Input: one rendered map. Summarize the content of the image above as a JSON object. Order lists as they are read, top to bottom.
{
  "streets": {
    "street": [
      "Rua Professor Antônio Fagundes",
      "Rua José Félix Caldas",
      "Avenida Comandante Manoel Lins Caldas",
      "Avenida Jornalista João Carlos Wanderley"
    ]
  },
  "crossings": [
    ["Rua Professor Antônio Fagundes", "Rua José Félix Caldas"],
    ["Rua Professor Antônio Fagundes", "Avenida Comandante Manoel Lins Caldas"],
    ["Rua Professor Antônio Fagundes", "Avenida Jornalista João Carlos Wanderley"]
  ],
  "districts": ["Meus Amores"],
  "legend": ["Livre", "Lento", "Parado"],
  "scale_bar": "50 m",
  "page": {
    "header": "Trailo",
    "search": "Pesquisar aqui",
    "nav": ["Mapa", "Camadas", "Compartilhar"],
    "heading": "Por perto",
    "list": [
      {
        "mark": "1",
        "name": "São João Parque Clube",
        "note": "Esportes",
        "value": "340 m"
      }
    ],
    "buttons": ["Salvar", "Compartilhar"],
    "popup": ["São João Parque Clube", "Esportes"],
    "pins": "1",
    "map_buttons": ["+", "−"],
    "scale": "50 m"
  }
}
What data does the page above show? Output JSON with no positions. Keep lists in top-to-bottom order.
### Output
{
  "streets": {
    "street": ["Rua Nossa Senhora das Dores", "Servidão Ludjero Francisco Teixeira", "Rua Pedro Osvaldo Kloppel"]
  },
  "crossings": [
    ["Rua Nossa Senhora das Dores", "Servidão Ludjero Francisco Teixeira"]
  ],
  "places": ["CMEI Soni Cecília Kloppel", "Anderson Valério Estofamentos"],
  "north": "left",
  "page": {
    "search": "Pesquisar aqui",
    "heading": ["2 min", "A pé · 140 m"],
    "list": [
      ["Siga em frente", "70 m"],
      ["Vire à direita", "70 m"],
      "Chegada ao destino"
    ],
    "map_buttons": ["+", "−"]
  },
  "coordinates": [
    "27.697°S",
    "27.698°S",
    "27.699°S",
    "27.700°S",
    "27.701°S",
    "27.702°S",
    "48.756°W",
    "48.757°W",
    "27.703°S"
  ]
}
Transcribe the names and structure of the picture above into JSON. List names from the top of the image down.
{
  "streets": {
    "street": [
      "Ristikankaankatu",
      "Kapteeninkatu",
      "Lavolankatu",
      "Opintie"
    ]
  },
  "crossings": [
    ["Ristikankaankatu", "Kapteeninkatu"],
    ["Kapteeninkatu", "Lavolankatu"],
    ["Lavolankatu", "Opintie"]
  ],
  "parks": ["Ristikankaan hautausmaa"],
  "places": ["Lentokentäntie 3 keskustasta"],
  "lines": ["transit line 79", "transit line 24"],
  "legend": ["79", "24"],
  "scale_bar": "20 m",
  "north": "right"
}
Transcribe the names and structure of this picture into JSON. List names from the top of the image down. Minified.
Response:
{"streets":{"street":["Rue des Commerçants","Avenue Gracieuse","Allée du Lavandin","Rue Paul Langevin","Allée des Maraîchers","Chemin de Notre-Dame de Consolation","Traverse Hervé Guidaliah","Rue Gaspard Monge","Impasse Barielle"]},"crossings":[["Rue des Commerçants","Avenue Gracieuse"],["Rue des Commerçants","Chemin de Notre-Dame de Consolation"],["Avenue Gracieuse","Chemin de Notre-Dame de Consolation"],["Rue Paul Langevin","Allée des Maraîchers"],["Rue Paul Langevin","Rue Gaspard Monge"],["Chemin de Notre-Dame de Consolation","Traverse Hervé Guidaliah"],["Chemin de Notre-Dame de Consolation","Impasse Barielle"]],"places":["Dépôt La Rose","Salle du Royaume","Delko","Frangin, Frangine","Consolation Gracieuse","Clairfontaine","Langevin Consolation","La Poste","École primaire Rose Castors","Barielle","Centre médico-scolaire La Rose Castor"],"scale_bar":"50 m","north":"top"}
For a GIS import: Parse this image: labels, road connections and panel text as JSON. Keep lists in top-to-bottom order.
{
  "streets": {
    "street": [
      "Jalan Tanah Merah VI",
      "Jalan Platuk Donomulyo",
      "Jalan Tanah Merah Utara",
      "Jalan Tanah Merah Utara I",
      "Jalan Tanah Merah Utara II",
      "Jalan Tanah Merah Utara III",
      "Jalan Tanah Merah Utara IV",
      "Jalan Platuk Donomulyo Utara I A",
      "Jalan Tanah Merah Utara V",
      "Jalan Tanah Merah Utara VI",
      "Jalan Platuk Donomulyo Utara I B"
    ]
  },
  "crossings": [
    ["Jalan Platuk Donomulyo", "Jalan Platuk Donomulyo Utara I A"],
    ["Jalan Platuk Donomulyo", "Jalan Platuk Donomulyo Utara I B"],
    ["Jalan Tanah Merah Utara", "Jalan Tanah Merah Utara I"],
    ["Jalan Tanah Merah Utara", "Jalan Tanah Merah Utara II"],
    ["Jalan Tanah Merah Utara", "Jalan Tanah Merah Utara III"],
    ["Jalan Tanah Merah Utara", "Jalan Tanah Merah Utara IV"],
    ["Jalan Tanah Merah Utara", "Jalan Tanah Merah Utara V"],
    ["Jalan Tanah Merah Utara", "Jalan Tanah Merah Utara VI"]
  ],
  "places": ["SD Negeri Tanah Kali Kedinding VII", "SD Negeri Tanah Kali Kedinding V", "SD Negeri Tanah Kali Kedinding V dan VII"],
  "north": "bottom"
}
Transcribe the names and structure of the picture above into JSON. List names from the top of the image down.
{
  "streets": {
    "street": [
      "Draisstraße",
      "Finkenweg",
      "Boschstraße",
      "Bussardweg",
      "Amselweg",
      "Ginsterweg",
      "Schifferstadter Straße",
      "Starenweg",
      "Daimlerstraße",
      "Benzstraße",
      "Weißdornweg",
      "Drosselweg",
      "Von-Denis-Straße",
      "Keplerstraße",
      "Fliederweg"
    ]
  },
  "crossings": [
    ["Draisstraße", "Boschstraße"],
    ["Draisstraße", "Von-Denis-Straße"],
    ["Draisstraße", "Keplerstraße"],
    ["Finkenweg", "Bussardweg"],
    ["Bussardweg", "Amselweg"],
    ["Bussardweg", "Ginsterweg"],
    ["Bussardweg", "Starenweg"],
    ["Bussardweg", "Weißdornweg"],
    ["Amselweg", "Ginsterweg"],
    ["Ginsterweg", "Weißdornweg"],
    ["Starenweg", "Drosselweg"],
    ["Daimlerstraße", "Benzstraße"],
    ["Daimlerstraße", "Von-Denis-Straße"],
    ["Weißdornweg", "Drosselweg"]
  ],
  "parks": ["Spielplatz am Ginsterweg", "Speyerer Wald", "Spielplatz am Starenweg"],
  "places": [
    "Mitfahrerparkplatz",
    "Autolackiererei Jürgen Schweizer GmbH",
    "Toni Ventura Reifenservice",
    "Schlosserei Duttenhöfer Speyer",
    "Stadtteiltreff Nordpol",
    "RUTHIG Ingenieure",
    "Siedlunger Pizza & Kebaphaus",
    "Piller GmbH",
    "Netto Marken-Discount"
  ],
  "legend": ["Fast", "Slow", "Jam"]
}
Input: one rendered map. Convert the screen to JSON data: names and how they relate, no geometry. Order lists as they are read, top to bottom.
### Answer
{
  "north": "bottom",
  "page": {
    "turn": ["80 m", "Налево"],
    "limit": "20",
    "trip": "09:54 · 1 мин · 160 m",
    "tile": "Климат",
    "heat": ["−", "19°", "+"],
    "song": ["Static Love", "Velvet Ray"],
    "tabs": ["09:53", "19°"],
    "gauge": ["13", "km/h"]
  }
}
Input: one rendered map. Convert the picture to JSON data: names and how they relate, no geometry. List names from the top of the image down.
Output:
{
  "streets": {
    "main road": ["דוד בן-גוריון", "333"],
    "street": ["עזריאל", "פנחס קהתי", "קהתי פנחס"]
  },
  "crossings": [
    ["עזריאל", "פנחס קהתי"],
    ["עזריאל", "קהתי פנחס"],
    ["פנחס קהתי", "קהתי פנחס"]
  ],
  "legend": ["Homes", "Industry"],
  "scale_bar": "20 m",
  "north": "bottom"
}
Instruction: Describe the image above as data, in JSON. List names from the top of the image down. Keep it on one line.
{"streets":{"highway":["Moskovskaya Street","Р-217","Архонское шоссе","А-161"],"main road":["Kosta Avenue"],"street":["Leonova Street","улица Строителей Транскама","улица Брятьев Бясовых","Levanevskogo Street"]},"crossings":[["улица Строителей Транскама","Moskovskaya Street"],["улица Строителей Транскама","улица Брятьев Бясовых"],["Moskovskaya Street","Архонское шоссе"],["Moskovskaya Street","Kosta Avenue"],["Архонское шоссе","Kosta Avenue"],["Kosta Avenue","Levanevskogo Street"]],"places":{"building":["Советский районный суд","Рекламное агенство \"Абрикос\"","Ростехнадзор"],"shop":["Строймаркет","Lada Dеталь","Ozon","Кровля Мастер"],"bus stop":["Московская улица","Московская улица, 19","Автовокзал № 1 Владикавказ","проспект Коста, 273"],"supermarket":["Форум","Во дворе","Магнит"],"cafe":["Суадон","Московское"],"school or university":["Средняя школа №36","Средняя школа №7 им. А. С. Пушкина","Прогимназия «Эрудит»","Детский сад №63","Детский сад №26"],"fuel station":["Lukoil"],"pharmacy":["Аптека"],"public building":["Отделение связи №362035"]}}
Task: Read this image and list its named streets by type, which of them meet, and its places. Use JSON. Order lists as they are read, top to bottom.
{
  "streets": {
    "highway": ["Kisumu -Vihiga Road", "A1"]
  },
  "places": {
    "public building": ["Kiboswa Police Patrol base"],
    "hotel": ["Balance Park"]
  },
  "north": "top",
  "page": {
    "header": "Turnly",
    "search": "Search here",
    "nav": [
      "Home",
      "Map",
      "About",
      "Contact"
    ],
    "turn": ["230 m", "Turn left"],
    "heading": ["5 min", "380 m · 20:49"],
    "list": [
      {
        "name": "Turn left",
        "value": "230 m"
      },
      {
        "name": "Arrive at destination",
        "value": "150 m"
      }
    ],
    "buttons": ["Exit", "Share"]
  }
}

◆ What the task requires
Check each line of the listing for the word "Wanderley". Report how many lines have it, and nothing more.

◆ Task answer
2